By a 5 to 2 vote, the District 11 board voted on Dec. 21 to begin contract negotiations with the Space, Technology and Arts Academy (STAR), a 350-pupil K-5 charter school slated to open in September.
In a 4 to 3 decision, the board rejected Transition 2 Success, a charter school designed to help 9th- and 10th-graders at risk of dropping out.
A controversial third application that would have opened the district to Internet-based students across Colorado was withdrawn just hours before the scheduled vote.
"At some point in time, you have to look at how many charters a district can have," says board member Sandy Shakes, who opposed the Transition 2 Success application. Two of the district's seven existing charter schools, she notes, were rated as having low or unsatisfactory student performance during the 2004-05 school year.
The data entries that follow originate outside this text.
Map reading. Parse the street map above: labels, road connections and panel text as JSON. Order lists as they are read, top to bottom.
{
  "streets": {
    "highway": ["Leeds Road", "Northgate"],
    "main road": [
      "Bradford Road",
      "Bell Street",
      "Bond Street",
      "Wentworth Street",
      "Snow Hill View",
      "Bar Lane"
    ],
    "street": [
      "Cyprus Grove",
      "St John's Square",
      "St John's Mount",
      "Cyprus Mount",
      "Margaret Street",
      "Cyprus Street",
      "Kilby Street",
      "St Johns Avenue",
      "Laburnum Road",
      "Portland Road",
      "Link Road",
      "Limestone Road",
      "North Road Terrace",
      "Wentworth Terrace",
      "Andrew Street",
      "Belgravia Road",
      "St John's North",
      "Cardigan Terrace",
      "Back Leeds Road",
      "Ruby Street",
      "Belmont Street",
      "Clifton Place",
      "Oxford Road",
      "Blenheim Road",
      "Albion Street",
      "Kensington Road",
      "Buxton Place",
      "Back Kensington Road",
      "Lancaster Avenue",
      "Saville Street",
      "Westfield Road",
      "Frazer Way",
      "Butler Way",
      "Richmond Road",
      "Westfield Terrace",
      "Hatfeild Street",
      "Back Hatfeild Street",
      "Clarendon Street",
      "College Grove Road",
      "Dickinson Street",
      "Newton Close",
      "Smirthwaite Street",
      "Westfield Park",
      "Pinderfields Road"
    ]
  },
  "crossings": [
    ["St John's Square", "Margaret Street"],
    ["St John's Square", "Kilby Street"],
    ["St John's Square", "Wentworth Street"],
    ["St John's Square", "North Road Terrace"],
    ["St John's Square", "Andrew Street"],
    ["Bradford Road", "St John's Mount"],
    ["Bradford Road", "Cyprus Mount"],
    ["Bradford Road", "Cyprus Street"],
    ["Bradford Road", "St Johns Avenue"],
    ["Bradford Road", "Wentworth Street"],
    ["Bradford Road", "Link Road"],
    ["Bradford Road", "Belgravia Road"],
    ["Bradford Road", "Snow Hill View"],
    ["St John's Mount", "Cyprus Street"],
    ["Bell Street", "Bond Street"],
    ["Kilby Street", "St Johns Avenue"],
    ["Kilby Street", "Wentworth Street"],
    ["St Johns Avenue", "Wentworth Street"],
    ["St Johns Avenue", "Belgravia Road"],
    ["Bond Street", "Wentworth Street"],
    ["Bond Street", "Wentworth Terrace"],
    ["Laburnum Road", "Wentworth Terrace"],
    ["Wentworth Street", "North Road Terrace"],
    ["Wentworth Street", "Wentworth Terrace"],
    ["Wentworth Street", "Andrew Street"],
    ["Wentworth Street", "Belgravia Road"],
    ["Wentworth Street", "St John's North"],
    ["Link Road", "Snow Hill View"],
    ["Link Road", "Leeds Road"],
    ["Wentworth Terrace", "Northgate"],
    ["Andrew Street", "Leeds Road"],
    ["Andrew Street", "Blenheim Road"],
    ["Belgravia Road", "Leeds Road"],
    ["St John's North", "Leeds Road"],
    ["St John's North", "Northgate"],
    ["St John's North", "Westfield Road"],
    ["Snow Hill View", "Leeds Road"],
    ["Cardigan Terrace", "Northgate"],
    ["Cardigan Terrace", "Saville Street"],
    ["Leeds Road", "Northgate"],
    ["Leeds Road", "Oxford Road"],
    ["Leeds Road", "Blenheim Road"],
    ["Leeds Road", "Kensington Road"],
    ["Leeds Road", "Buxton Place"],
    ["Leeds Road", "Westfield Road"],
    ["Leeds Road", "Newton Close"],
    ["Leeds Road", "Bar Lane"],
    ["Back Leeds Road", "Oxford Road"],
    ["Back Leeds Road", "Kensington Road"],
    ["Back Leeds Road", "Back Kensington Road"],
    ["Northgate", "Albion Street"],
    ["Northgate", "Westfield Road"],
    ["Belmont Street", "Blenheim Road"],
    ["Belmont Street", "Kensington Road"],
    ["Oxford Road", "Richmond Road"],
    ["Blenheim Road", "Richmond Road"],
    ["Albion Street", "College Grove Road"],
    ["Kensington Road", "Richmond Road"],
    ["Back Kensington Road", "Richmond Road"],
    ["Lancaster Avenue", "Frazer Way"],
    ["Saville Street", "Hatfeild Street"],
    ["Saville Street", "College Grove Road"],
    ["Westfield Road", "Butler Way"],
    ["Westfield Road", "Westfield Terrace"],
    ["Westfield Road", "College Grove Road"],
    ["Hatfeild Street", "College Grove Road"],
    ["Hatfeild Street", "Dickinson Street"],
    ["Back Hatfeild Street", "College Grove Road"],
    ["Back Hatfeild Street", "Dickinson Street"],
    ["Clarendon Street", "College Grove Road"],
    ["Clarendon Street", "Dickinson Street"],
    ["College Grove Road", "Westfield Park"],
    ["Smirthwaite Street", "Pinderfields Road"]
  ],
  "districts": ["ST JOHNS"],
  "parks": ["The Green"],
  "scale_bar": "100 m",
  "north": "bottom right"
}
Privatization of public schools became a flashpoint in last November's contentious school board election, in which a slate of three privatization advocates was defeated.
Sandra Mann, a new board member who voted to approve STAR, says that the board's approach to charter schools was one of "separating the wheat from the chaff." She calls STAR's focus on science, technology and arts, along with its longer school day and school year, "unique and different."
Charter schools receive taxpayer funds but operate privately. They often have been touted as a way for school districts to provide outside-the-box solutions to problems such as dropout rates and minority achievement gaps.
However, new board members John Gudvangen and Tami Hasling voted against STAR. At the meeting, Gudvangen pointed out that if 250 students enrolled there, the district would be handing over $1.2 million a year to a privately run operation, even as enrollment declines district-wide. "There's certainly some heartburn about that," he said.
The seven-member board unanimously supported a measure to require that STAR spend the same percentage of its budget on classroom expenses as the average D-11 school (around 63 percent, as opposed to STAR's initial estimate of around 53 percent).
The concept of putting more resources in the classroom received vocal support from board member Craig Cox at the meeting. "As far as treating all schools the same, amen," he said.
Even more surprising than a unanimous vote from the often-fractious D-11 board was the announcement that a third charter proposal, for the Colorado Distance Education and Learning Academy (CDELA), was yanked earlier that day.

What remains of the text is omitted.